• Task goal:
Scan the entries below for the word "around" and copy every line in which it occurs.

::::

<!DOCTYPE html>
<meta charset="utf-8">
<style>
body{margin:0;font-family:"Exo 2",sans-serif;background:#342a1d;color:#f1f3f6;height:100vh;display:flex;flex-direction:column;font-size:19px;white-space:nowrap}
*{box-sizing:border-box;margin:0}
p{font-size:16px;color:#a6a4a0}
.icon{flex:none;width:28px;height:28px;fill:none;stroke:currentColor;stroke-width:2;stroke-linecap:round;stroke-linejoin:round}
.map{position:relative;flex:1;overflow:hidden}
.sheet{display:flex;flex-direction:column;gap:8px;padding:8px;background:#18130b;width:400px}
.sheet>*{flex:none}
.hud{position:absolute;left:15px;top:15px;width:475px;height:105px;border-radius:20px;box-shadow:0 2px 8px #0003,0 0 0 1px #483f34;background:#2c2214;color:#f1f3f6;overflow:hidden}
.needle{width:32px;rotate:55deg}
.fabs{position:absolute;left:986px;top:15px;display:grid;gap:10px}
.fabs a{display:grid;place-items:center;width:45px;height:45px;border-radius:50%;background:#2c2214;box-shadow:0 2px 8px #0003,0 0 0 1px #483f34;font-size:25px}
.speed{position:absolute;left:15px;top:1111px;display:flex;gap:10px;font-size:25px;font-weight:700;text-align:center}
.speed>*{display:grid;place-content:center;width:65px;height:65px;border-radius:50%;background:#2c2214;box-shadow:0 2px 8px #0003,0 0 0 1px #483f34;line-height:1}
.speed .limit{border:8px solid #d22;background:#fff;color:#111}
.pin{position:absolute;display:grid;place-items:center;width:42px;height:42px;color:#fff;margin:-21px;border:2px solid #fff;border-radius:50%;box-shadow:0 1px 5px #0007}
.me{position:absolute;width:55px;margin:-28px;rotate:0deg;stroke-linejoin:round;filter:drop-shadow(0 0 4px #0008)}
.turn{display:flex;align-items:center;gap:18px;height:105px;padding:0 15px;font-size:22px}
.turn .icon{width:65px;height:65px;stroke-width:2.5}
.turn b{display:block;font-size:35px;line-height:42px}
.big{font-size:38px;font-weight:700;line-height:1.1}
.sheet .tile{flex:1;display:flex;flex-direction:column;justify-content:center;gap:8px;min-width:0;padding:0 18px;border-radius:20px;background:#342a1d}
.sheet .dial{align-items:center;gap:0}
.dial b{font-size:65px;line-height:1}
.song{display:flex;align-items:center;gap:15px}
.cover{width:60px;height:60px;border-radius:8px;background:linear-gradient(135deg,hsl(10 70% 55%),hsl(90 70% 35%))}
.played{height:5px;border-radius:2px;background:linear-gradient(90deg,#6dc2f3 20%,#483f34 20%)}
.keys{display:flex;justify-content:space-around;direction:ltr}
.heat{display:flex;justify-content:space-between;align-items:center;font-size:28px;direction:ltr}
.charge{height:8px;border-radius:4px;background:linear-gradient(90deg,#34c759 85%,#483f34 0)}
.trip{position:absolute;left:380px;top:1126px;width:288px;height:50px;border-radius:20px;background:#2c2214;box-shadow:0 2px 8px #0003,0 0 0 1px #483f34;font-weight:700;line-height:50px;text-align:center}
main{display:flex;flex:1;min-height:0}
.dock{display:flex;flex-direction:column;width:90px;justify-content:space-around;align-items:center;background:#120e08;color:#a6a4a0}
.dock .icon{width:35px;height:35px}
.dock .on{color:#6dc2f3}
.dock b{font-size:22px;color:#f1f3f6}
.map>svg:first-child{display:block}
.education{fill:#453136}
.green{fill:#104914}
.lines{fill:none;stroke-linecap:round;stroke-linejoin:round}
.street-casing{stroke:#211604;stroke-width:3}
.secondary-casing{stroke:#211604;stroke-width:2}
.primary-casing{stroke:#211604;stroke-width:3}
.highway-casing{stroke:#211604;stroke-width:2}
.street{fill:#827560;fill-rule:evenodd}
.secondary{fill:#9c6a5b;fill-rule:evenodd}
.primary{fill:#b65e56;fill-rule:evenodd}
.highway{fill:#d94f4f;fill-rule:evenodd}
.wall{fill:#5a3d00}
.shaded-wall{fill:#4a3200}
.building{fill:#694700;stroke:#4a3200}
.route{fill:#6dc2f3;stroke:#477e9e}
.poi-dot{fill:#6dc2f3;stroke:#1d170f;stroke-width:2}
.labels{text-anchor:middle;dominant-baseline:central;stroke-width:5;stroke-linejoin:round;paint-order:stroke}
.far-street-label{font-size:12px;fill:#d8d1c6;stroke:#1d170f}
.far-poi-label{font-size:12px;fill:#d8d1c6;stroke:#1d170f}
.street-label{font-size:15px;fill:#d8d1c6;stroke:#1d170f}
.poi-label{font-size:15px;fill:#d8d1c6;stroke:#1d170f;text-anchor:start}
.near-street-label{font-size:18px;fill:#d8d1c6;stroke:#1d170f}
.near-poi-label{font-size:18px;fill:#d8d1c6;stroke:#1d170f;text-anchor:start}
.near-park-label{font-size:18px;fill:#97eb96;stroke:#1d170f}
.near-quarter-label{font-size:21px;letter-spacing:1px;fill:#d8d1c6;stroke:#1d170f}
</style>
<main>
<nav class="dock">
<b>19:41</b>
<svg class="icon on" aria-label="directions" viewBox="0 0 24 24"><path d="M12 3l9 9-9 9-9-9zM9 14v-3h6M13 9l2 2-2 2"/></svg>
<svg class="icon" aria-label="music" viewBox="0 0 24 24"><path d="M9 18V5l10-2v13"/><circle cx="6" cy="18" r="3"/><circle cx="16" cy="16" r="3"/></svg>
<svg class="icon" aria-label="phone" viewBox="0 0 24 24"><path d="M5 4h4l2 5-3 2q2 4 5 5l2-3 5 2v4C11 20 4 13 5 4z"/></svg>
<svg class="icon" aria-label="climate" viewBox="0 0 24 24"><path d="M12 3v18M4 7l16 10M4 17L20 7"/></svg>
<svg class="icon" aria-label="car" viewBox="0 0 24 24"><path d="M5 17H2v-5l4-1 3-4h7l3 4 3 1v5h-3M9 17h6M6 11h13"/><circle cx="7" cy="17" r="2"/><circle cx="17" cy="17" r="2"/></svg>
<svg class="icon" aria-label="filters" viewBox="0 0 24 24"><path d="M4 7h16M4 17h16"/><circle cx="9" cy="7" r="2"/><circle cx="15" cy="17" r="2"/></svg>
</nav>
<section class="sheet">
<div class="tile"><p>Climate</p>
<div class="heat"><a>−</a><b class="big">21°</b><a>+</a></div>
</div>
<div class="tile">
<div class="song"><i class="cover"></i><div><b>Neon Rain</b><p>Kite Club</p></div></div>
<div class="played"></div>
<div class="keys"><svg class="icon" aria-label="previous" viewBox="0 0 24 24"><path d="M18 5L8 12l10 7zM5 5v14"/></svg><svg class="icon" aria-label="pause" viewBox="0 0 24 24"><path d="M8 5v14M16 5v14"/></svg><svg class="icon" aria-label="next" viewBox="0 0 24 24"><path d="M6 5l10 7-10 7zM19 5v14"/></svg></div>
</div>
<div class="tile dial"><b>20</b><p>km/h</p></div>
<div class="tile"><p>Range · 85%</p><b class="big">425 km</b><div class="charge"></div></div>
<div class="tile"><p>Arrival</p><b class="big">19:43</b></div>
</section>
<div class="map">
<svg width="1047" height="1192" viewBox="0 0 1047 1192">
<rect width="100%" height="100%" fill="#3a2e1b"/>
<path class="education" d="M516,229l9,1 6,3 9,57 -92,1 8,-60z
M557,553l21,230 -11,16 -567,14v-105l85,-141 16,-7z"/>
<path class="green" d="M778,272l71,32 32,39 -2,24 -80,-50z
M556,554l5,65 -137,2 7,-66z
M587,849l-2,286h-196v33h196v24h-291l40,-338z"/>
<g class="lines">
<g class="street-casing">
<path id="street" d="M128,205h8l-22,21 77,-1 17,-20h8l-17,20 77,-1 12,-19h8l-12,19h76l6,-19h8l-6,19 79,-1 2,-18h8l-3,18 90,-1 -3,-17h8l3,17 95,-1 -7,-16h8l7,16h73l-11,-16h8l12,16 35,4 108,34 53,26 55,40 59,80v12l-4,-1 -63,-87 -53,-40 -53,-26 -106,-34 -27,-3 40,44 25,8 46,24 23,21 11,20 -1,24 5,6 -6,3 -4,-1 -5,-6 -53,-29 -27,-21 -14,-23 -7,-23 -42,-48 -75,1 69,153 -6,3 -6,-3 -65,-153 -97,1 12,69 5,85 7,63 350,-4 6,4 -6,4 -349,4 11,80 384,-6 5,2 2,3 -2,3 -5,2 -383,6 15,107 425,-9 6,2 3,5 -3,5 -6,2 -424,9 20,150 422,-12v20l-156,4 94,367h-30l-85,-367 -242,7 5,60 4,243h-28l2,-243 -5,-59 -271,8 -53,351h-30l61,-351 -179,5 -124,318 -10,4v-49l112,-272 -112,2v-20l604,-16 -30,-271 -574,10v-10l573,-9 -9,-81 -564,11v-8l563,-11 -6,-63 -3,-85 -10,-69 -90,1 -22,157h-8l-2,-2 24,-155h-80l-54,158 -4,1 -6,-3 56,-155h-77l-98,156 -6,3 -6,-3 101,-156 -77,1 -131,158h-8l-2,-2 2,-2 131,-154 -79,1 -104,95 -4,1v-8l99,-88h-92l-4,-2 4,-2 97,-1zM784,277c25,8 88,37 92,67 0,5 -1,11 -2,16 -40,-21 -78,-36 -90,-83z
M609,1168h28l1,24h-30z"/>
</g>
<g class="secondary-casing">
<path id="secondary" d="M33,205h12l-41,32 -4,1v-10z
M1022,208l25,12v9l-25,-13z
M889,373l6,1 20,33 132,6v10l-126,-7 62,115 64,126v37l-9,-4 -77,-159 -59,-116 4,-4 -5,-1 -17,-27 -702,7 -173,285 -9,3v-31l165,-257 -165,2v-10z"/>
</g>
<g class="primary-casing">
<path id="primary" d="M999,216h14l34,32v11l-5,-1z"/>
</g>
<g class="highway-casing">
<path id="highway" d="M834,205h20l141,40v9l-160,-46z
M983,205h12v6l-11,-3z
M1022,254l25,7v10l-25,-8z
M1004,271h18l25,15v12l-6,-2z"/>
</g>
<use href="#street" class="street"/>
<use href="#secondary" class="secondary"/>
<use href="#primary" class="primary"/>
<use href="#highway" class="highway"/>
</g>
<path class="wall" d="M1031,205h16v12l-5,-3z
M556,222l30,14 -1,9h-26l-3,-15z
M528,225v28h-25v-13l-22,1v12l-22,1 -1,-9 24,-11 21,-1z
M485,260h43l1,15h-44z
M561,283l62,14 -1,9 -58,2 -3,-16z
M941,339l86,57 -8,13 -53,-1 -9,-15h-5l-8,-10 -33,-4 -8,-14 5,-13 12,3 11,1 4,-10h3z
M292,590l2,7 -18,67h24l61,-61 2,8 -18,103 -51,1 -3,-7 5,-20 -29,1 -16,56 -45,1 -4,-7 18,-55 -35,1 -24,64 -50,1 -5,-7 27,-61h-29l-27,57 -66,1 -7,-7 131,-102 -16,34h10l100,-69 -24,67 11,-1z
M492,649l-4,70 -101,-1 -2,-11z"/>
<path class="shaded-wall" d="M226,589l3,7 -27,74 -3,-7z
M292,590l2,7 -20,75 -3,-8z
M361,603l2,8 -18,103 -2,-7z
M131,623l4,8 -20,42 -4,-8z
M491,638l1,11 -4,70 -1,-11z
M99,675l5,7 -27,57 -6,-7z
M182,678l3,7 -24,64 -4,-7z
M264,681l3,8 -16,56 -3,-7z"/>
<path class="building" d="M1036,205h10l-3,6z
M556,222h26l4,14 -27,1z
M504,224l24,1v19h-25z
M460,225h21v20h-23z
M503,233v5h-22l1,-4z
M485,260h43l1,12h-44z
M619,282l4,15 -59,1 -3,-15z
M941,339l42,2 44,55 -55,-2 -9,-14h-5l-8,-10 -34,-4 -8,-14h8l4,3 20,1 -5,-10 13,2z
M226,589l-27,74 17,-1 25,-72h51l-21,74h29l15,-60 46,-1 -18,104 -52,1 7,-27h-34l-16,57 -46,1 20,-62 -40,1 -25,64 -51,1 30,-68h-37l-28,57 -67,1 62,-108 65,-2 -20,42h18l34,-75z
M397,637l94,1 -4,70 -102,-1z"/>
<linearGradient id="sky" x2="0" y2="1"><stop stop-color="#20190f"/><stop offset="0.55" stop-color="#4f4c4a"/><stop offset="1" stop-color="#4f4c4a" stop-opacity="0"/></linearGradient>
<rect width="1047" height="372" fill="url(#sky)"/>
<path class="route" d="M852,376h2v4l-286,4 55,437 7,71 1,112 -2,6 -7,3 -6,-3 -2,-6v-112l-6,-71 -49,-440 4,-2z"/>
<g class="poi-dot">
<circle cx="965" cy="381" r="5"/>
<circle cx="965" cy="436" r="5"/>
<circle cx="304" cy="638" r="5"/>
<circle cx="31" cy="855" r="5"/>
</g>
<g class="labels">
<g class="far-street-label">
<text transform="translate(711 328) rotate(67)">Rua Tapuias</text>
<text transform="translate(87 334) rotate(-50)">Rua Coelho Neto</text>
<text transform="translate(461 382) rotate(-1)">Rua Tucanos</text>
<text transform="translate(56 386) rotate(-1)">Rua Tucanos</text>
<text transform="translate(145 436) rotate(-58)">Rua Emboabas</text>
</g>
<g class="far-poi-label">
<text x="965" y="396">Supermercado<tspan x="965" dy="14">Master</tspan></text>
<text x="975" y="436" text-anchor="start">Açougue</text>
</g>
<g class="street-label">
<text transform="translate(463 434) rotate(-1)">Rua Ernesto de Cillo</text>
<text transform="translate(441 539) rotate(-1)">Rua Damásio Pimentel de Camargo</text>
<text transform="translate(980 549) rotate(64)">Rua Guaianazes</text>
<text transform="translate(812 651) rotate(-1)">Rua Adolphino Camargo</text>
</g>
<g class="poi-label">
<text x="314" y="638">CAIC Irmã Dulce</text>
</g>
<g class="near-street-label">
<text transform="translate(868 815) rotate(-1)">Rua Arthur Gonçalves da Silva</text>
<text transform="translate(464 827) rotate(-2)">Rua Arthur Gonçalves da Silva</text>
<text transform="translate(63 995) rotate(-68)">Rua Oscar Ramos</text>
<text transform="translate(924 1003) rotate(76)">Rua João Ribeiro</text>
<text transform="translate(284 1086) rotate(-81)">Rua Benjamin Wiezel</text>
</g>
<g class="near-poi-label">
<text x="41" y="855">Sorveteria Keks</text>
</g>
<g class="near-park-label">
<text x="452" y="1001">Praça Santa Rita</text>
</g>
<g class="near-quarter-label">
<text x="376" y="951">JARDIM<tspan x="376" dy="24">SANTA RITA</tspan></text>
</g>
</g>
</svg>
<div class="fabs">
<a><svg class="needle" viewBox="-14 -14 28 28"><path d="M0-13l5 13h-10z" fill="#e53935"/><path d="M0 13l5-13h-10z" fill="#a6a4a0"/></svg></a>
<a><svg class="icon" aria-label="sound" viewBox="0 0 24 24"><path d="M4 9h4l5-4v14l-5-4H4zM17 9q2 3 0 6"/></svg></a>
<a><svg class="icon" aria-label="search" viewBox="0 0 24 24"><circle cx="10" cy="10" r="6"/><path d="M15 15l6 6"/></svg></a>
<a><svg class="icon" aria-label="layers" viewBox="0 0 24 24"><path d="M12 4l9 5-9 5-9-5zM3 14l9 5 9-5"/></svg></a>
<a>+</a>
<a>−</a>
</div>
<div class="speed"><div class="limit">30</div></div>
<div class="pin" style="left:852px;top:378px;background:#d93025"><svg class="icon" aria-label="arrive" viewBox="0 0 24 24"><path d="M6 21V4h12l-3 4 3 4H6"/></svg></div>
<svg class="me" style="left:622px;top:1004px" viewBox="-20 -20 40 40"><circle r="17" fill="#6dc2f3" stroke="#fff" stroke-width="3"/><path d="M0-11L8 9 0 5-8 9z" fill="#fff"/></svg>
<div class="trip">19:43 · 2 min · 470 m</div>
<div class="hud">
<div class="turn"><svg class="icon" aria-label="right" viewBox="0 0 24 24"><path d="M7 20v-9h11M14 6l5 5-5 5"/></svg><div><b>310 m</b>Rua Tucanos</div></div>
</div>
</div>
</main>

::::

• Final answer:
.keys{display:flex;justify-content:space-around;direction:ltr}
.dock{display:flex;flex-direction:column;width:90px;justify-content:space-around;align-items:center;background:#120e08;color:#a6a4a0}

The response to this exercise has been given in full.